SABER “DE COR” : Desafio permanente para a educação

O ser humano é um ser que esquece constantemente as suas essências, um dos grandes males de hoje. O homem inclina-se ao esquecimento total de quem é e de quem pode ser. Porém, quando sabe de cor (de coração) jamais esquece, pois aquilo lhe vai ao coração, porque ama, lembra. Assim, o desafio da educação é fazer lembrar através de uma pedagogia do amor. A vida cotidiana apresenta vários exemplos em diferentes âmbitos de convivência. Um importante nos vem da própria vida escolar: Quem não se lembra daquela professora dos primeiros anos escolares, não por seu ensino, mas porque nos deu atenção, carinho e amor?

Ninguém questiona a importância da amorosidade na atuação docente como instrumento para o ensino e fonte essencial da aprendizagem em qualquer faixa etária. De fato, aprendizagem significativa e positiva só acontece com amorosidade, do jardim de infância à livre docência, do nascimentoaté a morte.

O jornal “O Estado de São Paulo” no último dia 13 de outubro, apresentou o resultado de um recente estudo da Fundação Catar indicando que em 2030, mesmo com toda tecnologia nas mãos, a maior parte da educação será personalizada, porque “mais que conteúdo, será predominante nos colégios o desenvolvimento das competências socioemocionais. …a intimidade com cálculos ou memorização de datas dizem pouco sobre os alunos”.

“Dizem pouco sobre os alunos”! Por trás dessa brevíssima expressão está a milenar necessidade humana de ser querido, de ser amado. Nenhuma ferramenta tecnológica e nenhuma experiência científica será capaz de substituir o olhar amigo, incentivador e amoroso do educador.

ENTÃO, QUE CARACTERÍSTICAS ACOMPANHAM UM BOM EDUCADOR?

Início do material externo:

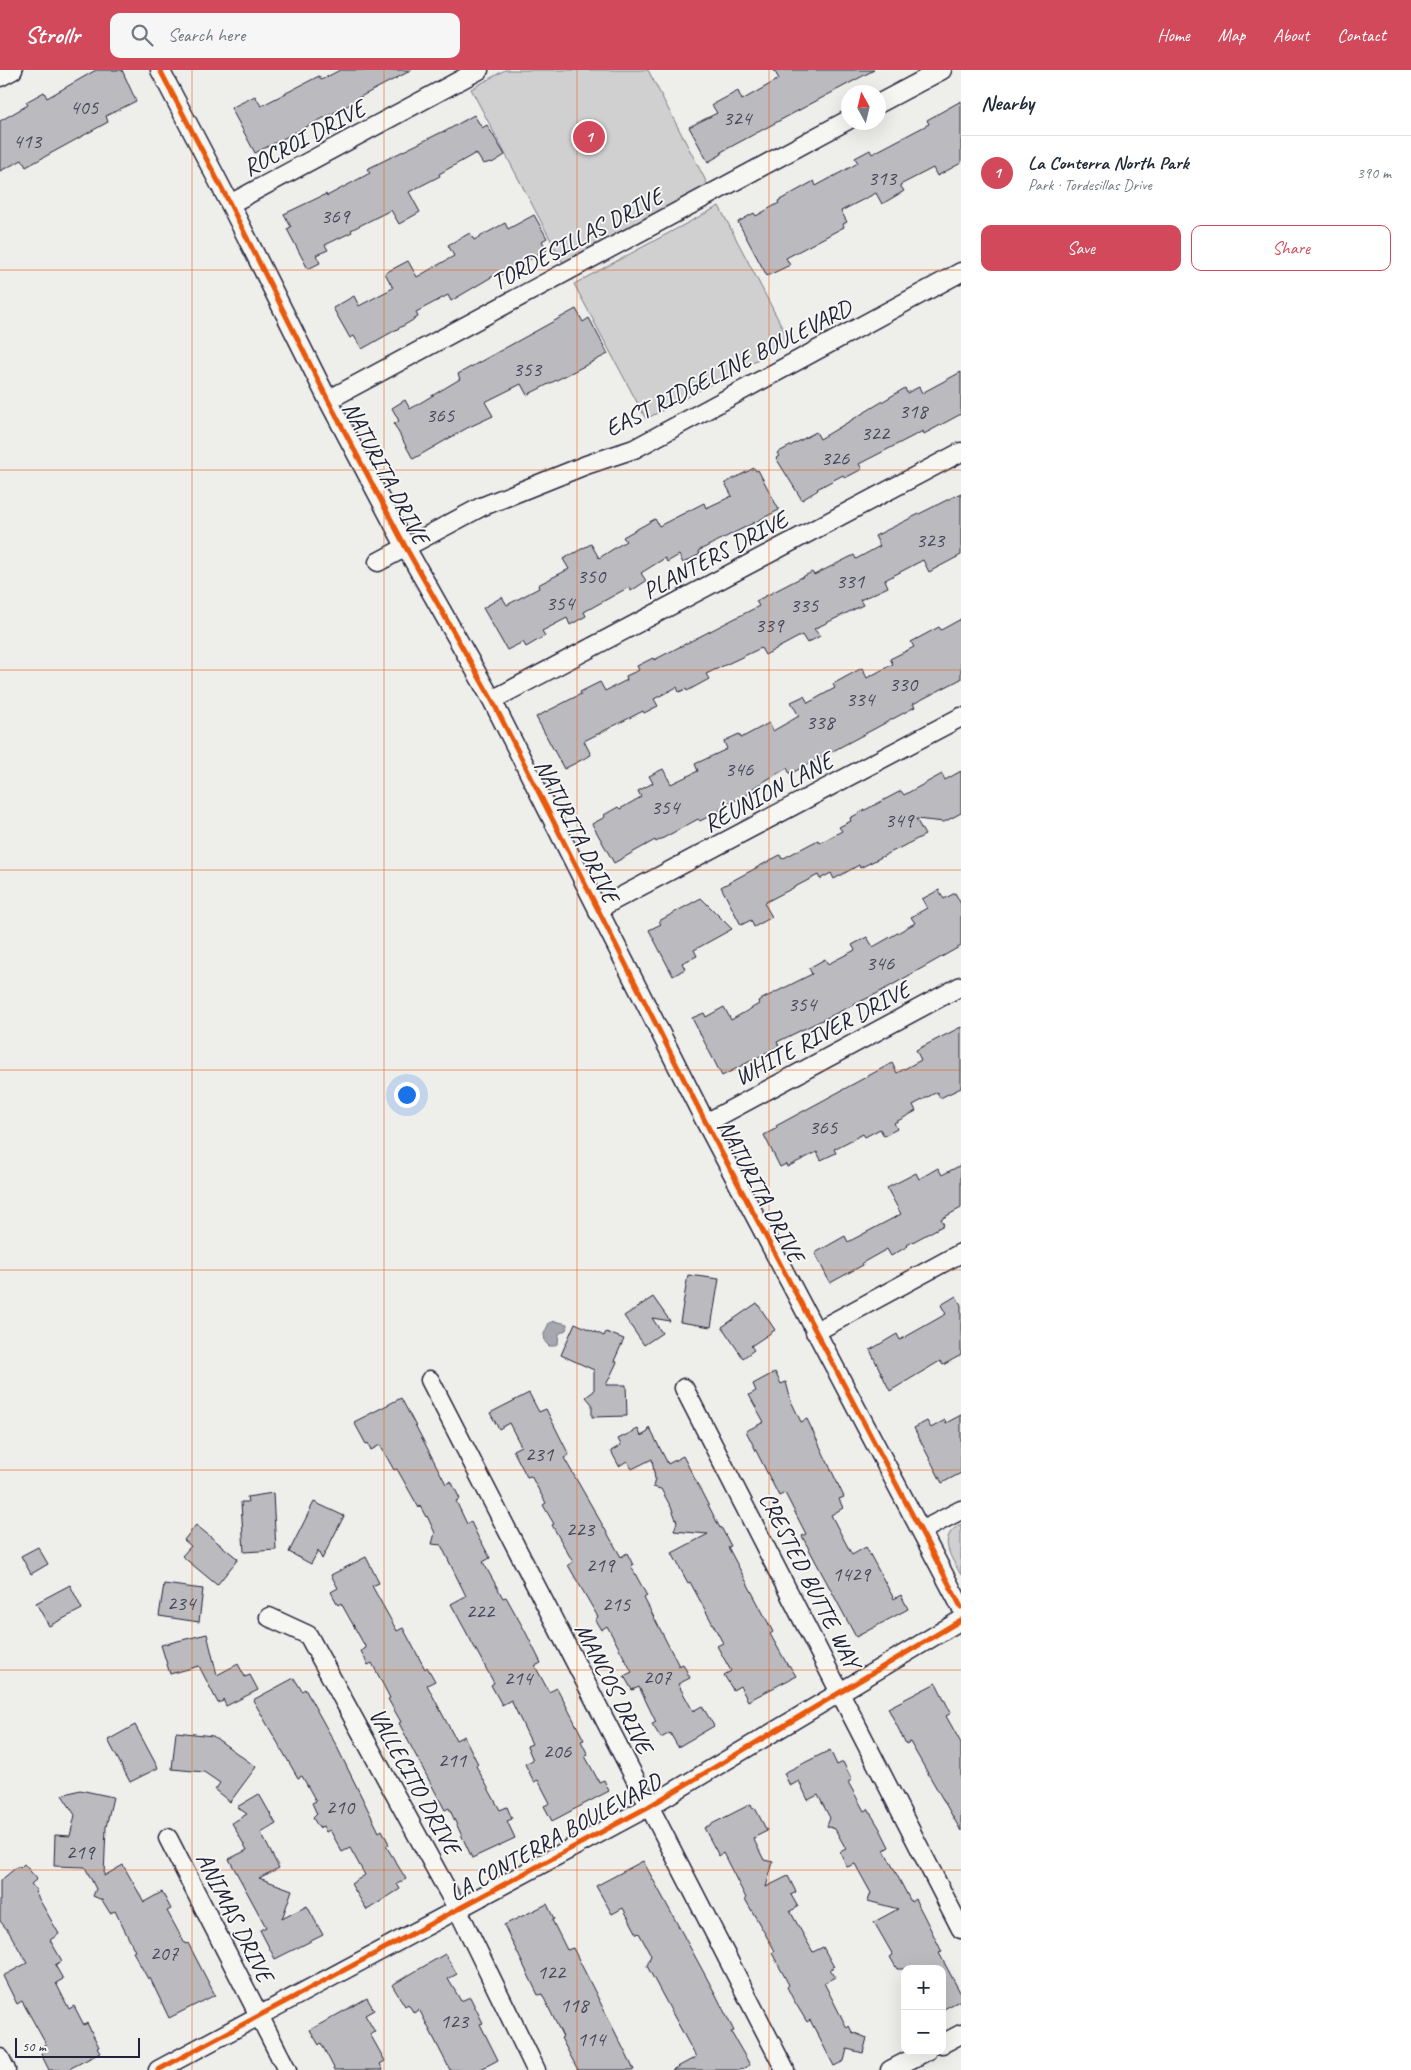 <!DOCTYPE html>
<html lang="en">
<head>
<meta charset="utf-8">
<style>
	body { margin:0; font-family:Caveat,sans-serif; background:#f6f6f7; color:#1f2937 }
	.controls { position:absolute; right:15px; bottom:15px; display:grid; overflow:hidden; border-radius:10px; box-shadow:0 5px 20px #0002 }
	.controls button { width:45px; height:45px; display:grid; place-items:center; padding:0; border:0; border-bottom:1px solid #e0e1e3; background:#fff; color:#1f2937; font:25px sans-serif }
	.compass { position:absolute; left:841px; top:15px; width:45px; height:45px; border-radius:50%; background:#fff; box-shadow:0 5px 20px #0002; rotate:352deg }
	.scale { position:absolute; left:15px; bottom:12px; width:125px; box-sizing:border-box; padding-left:5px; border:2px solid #22223b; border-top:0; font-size:14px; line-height:18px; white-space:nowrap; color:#22223b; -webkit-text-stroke:4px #f6f6f2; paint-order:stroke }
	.you { position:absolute; left:406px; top:1024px; width:18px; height:18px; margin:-12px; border:4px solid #fff; border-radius:50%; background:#1a73e8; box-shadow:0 0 0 8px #1a73e833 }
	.badge { display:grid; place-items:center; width:32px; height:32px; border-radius:50%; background:#d1495b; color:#fff; font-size:16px; font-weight:700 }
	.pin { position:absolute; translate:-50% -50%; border:2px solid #fff; box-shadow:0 1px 5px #0006 }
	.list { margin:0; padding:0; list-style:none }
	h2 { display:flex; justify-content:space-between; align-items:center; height:65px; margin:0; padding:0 20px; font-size:21px }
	h2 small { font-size:16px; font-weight:400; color:#747a83 }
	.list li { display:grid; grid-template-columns:32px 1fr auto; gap:15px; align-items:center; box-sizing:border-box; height:75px; padding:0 20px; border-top:1px solid #e0e1e3 }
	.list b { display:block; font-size:19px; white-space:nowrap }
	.list p { margin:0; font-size:16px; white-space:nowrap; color:#747a83 }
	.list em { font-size:16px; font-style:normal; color:#747a83 }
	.actions { display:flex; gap:10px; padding:15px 20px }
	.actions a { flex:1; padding:11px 0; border:1px solid #d1495b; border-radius:10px; text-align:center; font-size:18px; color:#d1495b }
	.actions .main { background:#d1495b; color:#fff }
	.icon { flex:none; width:28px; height:28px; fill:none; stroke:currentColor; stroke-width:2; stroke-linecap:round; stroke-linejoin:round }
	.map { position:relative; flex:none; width:961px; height:2000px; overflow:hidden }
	header { display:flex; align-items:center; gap:30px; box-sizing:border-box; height:70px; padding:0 25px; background:#d1495b; color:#fff }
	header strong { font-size:24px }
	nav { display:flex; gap:28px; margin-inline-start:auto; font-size:18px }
	.search { width:350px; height:45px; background:#f6f6f7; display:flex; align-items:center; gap:12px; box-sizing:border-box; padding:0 18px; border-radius:10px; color:#747a83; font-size:19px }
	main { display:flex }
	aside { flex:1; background:#fff }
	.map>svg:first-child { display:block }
	.green { fill:#d0d0d1; stroke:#797986 }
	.water { fill:#a7a7af; stroke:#727281 }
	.building { fill:#bbbbbf; stroke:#22223b }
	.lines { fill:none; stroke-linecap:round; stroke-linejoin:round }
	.minor-casing { stroke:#22223b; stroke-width:21 }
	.minor { stroke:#f6f6f2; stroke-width:18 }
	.cycleway-casing { stroke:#f6f6f2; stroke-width:8 }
	.cycleway { stroke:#e8590c; stroke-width:5 }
	.grid { fill:none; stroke:#e8590c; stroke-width:1; stroke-opacity:0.55 }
	.labels { text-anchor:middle; stroke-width:4; stroke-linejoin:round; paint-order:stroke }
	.number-label { font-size:21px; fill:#48485c }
	.street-label { font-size:24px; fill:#22223b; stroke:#f6f6f2 }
</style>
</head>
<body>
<header>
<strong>Strollr</strong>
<div class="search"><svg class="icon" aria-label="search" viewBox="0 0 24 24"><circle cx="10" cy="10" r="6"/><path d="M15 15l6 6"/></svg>Search here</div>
<nav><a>Home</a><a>Map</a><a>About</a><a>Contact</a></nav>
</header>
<main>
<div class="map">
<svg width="961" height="2000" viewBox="0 0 961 2000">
	<rect width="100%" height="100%" fill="#eeeeeb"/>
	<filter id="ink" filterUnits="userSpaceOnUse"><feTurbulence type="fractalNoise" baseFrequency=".02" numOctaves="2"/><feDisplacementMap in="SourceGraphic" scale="10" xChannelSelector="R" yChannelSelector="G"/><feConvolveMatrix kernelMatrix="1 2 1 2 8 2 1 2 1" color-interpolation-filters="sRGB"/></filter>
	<g filter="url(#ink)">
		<path class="green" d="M505,0h143l60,115 -145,78 -92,-174z
			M719,136l71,136 -144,77 -72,-135z
			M961,1454v51c-10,-18 -25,-38 0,-51z"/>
		<path class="water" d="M555,1251l12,3v5l-8,5 -1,9 -4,3h-5l-4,-4 -1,-8 5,-11z"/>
		<path class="building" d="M96,0h26l14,31 -30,15 2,6 -82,45 -4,-7 -22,11v-50l28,-16 -2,-3 18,-10 3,6z
			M340,0h72l-54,28 1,2 -16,8 -88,45 -24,-45 24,-12 6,10 58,-30 2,4z
			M774,0h100l-153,82 1,2 -14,8 -19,-35 28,-14 -5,-8 26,-14 4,9 37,-21z
			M961,31v62l-24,13 -4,-8 -33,17 4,6 -22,13 -6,-11 -35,18 6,11 -4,2 1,3 -58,31 4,7 -23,11 -29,-54 16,-9 2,3 23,-13 -1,-2 36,-20 2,5 42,-23 -3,-5 15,-8 2,4 57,-30 -2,-4z
			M474,45l8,13 5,-3 18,30 -13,8 -1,-1 -8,2 -7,-11 -37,21 1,2 -31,16 11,20 -21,12 -8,-14 -40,20 1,2 -27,13 3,5 -12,5 4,8 -12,6 -21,-40 4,-2 -7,-13 42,-20 1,2 43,-23 -3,-4 77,-38v1z
			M534,145l13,23 -5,3 5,9 -46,25 -1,-3 -49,29 -3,-6 -32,17 2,5 -10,6 -46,26 -8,-13 -4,2 -17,-30 21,-12 5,10 34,-18 -8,-15 23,-12 9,16 37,-21 -6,-11 22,-12 4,7 31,-17 3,6z
			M576,239l7,13 6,-4 19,36 -81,41 -6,-11 -36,18 8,14 -26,12 -54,31 -19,-35 5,-3 -7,-13 13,-8 5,9 50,-30 -2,-5z
			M961,302v42l-37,20 -1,-3 -64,33 3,5 -17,9 -2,-3 -26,14 1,1 -16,10 -26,-42 3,-2 -2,-3 39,-21 4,7 85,-51 2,5 12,-6 3,6z
			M754,398l2,3 2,-1 21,40 -81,41 2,3 -17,9 -4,-8 -12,7 -2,-4 -24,15 5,8 -15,10 -2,-4 -45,25 2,4 -16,9 -3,-7 -25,13 3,5 -19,11 -3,-5 -16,8 -24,-42 19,-11 5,8 32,-17 -1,-3 31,-16 -6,-10 28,-15 8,14 27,-17 -3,-4 32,-18 4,7 45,-23 2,5 26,-12 -7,-13z
			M961,423v62l-32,17 -6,-12 -38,20 3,7 -28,13 3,5 -49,24 6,7 -13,7 -5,-8 -37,20 -4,-7 -55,26 3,5 -22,12 -1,-2 -7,3 -2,-5 -23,12 4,7 -14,7 -1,-2 -59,30 7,14 -27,14 -28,-52 45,-23 -1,-2 20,-10 5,9 22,-11 -1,-4 13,-6 -2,-4 16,-8 1,2 105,-54 -3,-5 56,-29 2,3 40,-20 2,4 24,-13 -5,-10z
			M961,549v60l-48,25 2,3 -125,67 -3,-6 -24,14 -10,6 1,3 -34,17 1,2 -21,11 -2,-2 -42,23 -1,-2 -41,23 -22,-39 13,-7 -1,-2 14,-8 2,2 21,-12 -3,-6 15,-8 -4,-7 14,-7 8,15 27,-13 -3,-7 32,-15 -3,-8 15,-7 2,4 28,-15 4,8 26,-15 -8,-14 13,-6 4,7 27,-15 -2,-4 29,-16 5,10 26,-14 -3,-5 24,-12 -3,-5 28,-15 2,3z
			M961,701v42l-17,9 -28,-3 9,16 -65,33 -1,-3 -25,14 -3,-6 -11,6 -2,-4 -54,28 8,14 -18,10 -3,-7 -10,5 -20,-38 59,-32 2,4 36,-19 2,3 22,-12 -3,-4 12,-6 -1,-3 51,-27 3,4 38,-21 3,6z
			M939,820l5,9 11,-6 6,11v42l-83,47 -101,49 2,4 -57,30 -30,-58 12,-5 2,4 18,-10 7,13 28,-16 -1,-3 54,-27 -3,-6 16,-9 3,5 27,-14 -3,-5 15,-8 6,10 42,-24 -4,-6 16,-9 -5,-9z
			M701,828l31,31 -38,21 3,6 -15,7 3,6 -12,7 -24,-46 12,-6 -2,-3z
			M961,957v61l-21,10 -3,-6 -24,13 3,6 -22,12 3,6 -13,7 -4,-7 -15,8 -2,-3 -29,15 2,4 -15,7 -4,-8 -30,15 -1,-3 -6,3 -16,-32 13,-7 -1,-2 116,-63 5,10 24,-13 -5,-10z
			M961,1095v43l-20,11 3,6 -37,20 1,1 -17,10 -4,-7 -25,14 1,2 -33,18 -15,-30 30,-17 3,6 53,-28 -14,-26 29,-15 3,6 19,-11 4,7z
			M688,1205l31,4 -8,48 -31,-5z
			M956,1226l5,9v50l-18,10 -3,-4 -50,30 -20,-41 27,-16 3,6 46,-26 -5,-9z
			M653,1227l17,24 -18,-3 10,15 -18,12 -20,-29z
			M757,1233l18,27 -24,16 3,4 -11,8 -21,-31z
			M575,1253l29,13 2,-4 18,7 -10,22 3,1 -11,23h20l1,31 -35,1v-13l-6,-7 8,-6v-21l-33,-15z
			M775,1302l6,12 5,-2 5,19 10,21 6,-3 37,78 -5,2 4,9 -12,7 21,40 14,-8 28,52 7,-4 7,14 -52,28 -54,-101 4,-2 -21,-41 -6,3 -33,-65 18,-9 -15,-27 7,-4 -3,-7z
			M529,1323l10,19 7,-3 23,46 -5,3 57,99 6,-4 6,12 -2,1 16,30 -3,2 35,68 4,-2 7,14 -12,6 15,27 9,-5 12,20 -36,21 -8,-14 -9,5 -9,-14 4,-2 -17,-35 -7,3 -8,-14 8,-4 -25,-46 -6,4 -6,-10 3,-3 -30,-52 5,-3 -21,-37 2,-1 -11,-19 3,-2 -15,-27 -4,1 -14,-27 8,-4 -12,-23 -10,6 -9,-16z
			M401,1328l45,86 5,-3 9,18 -4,2 11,23 4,-2 9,19h1l9,17 -7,4 20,36 3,-1 19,34 16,32 -6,3 14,26 8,-4 27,52 -3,1 7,14 -3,1 14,26 5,-2 5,11 -57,30 -8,-15 6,-3 -12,-23 -4,2 -9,-18 8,-4 -6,-14 5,-2 -21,-44 -9,5 -11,-20 3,-2 -43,-79 15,-8 -25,-51 -9,-1 3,-11 -8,-17 -1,1 -6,-11 -1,2 -22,-39 -3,1 -14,-25 -9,5 -3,-7 -2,1 -12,-22z
			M961,1345v58l-19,10 -28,-55 13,-7 4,7 14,-8 1,3z
			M649,1357l19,37 15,-8 37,72 1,-1 10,19 -3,1 45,85 -3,2 18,32 1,-1 7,11 -48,25 -8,-15 -7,4 -9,-15 7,-4 -14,-25 6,-3 -33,-61 -2,1 -16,-30 36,-19 -34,-3 3,-9 -5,-13 -11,-20 -8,-2 2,-8 -3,-20 -20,10 -5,-8 -8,5 -8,-15 10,-6 -3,-6 20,-10 3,7 7,-4z
			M273,1423l3,57 -32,2 -3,-50h7l-1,-5z
			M314,1432l30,14 -22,43 -4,-8 -7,13 -22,-12z
			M196,1455l42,34 -21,26 -35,-29 9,-10 -7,-6z
			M38,1477l10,17 -17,10 -10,-18z
			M366,1487l13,26 -7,3 25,45 6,-3 22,41 2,-2 8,14 -8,4 29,55 8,-4 14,28 -2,2 24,44 7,-3 5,12 -5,2 8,17 -43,20 -23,-50 -4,2 -31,-58 -15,-29 2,-1 -13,-23 2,-1 -18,-35 -4,2 -7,-14 5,-3 -25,-45 -3,2 -7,-13 7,-4 -7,-13z
			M164,1514l39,5 -4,33 -40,-6z
			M70,1515l12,24 -33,17 -13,-23z
			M207,1564l10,41 21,-11 7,13 5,-2 8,15 -32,16 -3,-7v2l-5,2 -19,-37 -29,8 -9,-29z
			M294,1608l8,13 3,-2 31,56 43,87 3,-2 7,14 -3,2 20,33 -9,5 3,5 -33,21 -16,-26 14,-9 -15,-27 -8,4 -12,-22 -4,2 -3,-6 -4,2 -6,-10 4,-4 -5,-11 4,-2 -14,-25 -4,2 -45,-78z
			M936,1613l15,30 -5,3 15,27v88l-51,-89 -4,2 -18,-36z
			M135,1655l23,43 -28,14 -22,-42z
			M176,1662l37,4 43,31 -26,35 -15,-12 5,-7 -16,-11 -32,-3z
			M830,1680l7,15 6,-3 9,18 -4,2 16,29 4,-2 12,20 9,18 -5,3 27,52 4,-3 8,15 19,38 -3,1 22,41v6l-19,10v-41h-45l-7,-12 3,-2 -19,-33 24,-13 -30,-8 3,-8 -16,-29 -8,3 -7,-15 6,-3 -11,-20 -8,-3 3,-8 -12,-23 -10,5 -9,-19 -9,5 -6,-13z
			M80,1720l33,7 -7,30 -2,49 19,-11 21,37 18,-10 9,17 -4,2 18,33 3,-1 27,52 -46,23 -19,-40 -2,1 -12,-22 -3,-5 2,-1 -20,-40 -5,2 -8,-13 -9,-4 3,-7 -11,-22 -31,-1 1,-31 15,1 5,-21 -13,-20z
			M259,1724l17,30 -15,9 18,35 -20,10 33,12 -10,29 25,-13 16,29 -48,24 -15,-29 6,-3 -37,-68 18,-9 -15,-27 15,-9 -10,-7z
			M751,1734l2,5 2,-1 12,23 -14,7 11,22 9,2 -7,25 22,-11 8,16 -5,3 7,12 -8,4 23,41 10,-5 11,20 -4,2 5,8 -11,6 23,45 2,-2 3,6 15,6 -4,15 -16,-4 -3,12 -10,5 -24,-46 -3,2 -14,-23 -6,-12 2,-2 -17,-32 3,-2 -30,-52 1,-1 -23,-45 -4,3 -15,-28z
			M643,1791l73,134 18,36 -3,1 19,33 -10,5h-68l24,-13 -49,-91 4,-11 -12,-22 -2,1 -14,-26 -11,6 -16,-28z
			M24,1794l13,15 -6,5 6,7 -2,1 24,42 -9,6 12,21 -7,4 8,14 -7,4 13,26 5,-3 10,19 3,-2 12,24 -2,1 3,5 -33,17h-18l-11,-22 8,-4 -24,-43 -5,3 -14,-28 24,-13 -18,-31 -9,-11v-40l18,-15 2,2z
			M547,1834l7,15 -2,1 15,30 6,-2 61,122h-56l-17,-32 2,-1 -21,-43 -4,1 -34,-70z
			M445,1884l12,20 -9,5 13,22 9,-4 13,26 -3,1 18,36 -19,10h-29l-31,-61 -5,4 -6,-9 -3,2 -13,-21z
			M367,1928l7,12 -9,5 10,17 -5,2 15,27 -5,3 3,6h-48l-14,-27 -2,2 -9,-15z"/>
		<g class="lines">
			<defs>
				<path id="minor" d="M160,0l70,134 98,196 77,146 87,154 214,423 255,484
					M0,7l13,-7
					M878,34l64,-34
					M230,134l249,-134
					M328,330l520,-280
					M378,492l103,-55 105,-42 48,-16 327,-177
					M492,630l469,-248
					M598,842l9,-8 354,-187
					M706,1053l255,-137
					M815,1262l146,-79
					M430,1310l355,690
					M684,1318l277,541
					M921,1461l40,-21
					M269,1547l39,18 150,275 78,160
					M168,1768l119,232
					M942,1974l19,-10
					M0,1988l6,12
					M158,2000l490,-263 313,-187
					M890,2000l37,-19"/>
			</defs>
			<use href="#minor" class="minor-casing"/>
			<use href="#minor" class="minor"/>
			<defs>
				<path id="cycleway" d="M160,0l70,134 98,196 77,146 87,154 214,423 255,484
					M158,2000l490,-263 313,-187"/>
			</defs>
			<use href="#cycleway" class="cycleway-casing"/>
			<use href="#cycleway" class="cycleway"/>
		</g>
	</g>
	<path class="grid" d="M192,0v2000M384,0v2000M577,0v2000M769,0v2000M0,200h961M0,400h961M0,600h961M0,800h961M0,1000h961M0,1200h961M0,1400h961M0,1600h961M0,1800h961"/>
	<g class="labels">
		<g class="number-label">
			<text x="84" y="44">405</text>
			<text x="737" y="55">324</text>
			<text x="27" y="78">413</text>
			<text x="882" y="115">313</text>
			<text x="335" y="153">369</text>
			<text x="527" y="306">353</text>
			<text x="913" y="348">318</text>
			<text x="440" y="352">365</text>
			<text x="875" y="370">322</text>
			<text x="835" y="395">326</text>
			<text x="930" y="477">323</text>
			<text x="591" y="513">350</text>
			<text x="850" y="518">331</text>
			<text x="560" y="540">354</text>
			<text x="804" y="542">335</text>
			<text x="769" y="562">339</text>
			<text x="903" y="621">330</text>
			<text x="860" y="636">334</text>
			<text x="820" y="659">338</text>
			<text x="739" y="706">346</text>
			<text x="665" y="744">354</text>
			<text x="899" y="757">349</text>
			<text x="880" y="900">346</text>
			<text x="802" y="941">354</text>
			<text x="823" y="1064">365</text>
			<text x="539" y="1391">231</text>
			<text x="580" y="1466">223</text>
			<text x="600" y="1502">219</text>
			<text x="851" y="1511">1429</text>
			<text x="181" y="1540">234</text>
			<text x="616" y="1541">215</text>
			<text x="480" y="1548">222</text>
			<text x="657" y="1614">207</text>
			<text x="518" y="1615">214</text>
			<text x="557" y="1688">206</text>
			<text x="452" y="1697">211</text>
			<text x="340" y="1744">210</text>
			<text x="80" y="1789">219</text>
			<text x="164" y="1890">207</text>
			<text x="551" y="1909">122</text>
			<text x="574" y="1942">118</text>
			<text x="454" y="1958">123</text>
			<text x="591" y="1976">114</text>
		</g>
		<g class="street-label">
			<text transform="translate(304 68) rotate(-28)" y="8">ROCROI DRIVE</text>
			<text transform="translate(577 169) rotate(-28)" y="8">TORDESILLAS DRIVE</text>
			<text transform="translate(728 298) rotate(-27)" y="8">EAST RIDGELINE BOULEVARD</text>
			<text transform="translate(386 403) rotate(62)" y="8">NATURITA DRIVE</text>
			<text transform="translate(715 485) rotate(-28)" y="8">PLANTERS DRIVE</text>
			<text transform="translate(768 722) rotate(-28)" y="8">RÉUNION LANE</text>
			<text transform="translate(577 761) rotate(63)" y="8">NATURITA DRIVE</text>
			<text transform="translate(822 963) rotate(-28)" y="8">WHITE RIVER DRIVE</text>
			<text transform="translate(761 1121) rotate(62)" y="8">NATURITA DRIVE</text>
			<text transform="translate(810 1510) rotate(63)" y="8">CRESTED BUTTE WAY</text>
			<text transform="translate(614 1618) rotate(63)" y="8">MANCOS DRIVE</text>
			<text transform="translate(415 1711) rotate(61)" y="8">VALLECITO DRIVE</text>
			<text transform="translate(555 1767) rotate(-29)" y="8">LA CONTERRA BOULEVARD</text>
			<text transform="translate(235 1847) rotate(63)" y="8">ANIMAS DRIVE</text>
		</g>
	</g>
</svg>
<div class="controls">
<button>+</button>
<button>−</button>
</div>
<svg class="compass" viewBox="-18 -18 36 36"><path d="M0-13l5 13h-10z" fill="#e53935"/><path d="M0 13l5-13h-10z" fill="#747a83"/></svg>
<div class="scale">50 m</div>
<div class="you"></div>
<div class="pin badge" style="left:589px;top:67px">1</div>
</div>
<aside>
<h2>Nearby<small></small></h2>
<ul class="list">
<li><span class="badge">1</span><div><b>La Conterra North Park</b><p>Park · Tordesillas Drive</p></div><em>390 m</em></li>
</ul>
<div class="actions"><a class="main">Save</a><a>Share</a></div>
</aside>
</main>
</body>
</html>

O bom educador sempre foi, é e nunca deixará de ser aquele que sustenta uma confiança básica no ser humano, sente prazer em estar vivo e atua positivamente no cotidiano cultivando a vitalidade; o bom educador é aquele que lembra eloquentemente da sua essência divina e propõe uma ação pedagógica para a abertura ao todo (Offenheit für das Ganze) – para a totalidade do ser; aquele cuja alma em festa se abre para o saber e cuja dilatação intelectual é, ao mesmo tempo “deleitação” (alegria) do coração; que concebe uma ideia universal de homem fundamentada numa ética de essência e na certeza de alcance da felicidade; que é coerente e vive o que pensa, estabelece um vínculo de educador afetivo e exemplar com quem nele se inspira; que ensina a coragem e o entusiasmo pelo novo, pelas coisas que estão além de si mesmo, pelo atrevimento de experimentar o diferente e no qual o medo de errar é suplantado pela coragem de acertar; que é emocionalmente sensível, que sente paixão pela vida, se preocupa e se interessa com os problemas reais do seu aluno acolhendo-os como um dos objetivos da ação educativa que anula o radical distanciamento entre a vida privada e pública; que desperta o desejo pela autonomia do pensamento ciente de que o aluno é sujeito do seu agir e livre para decidir seus atos e caminhos; que adota uma pedagogia do amor cuja expressão mais profunda é: “que bom que existas!” ou “que maravilha que estejas no mundo!”; e que tem consciência que o amor humano – desde a simples afeição até o mais desinteressado dos amores – nada mais é do que uma extensão, um prolongamento do amor Criador de Deus.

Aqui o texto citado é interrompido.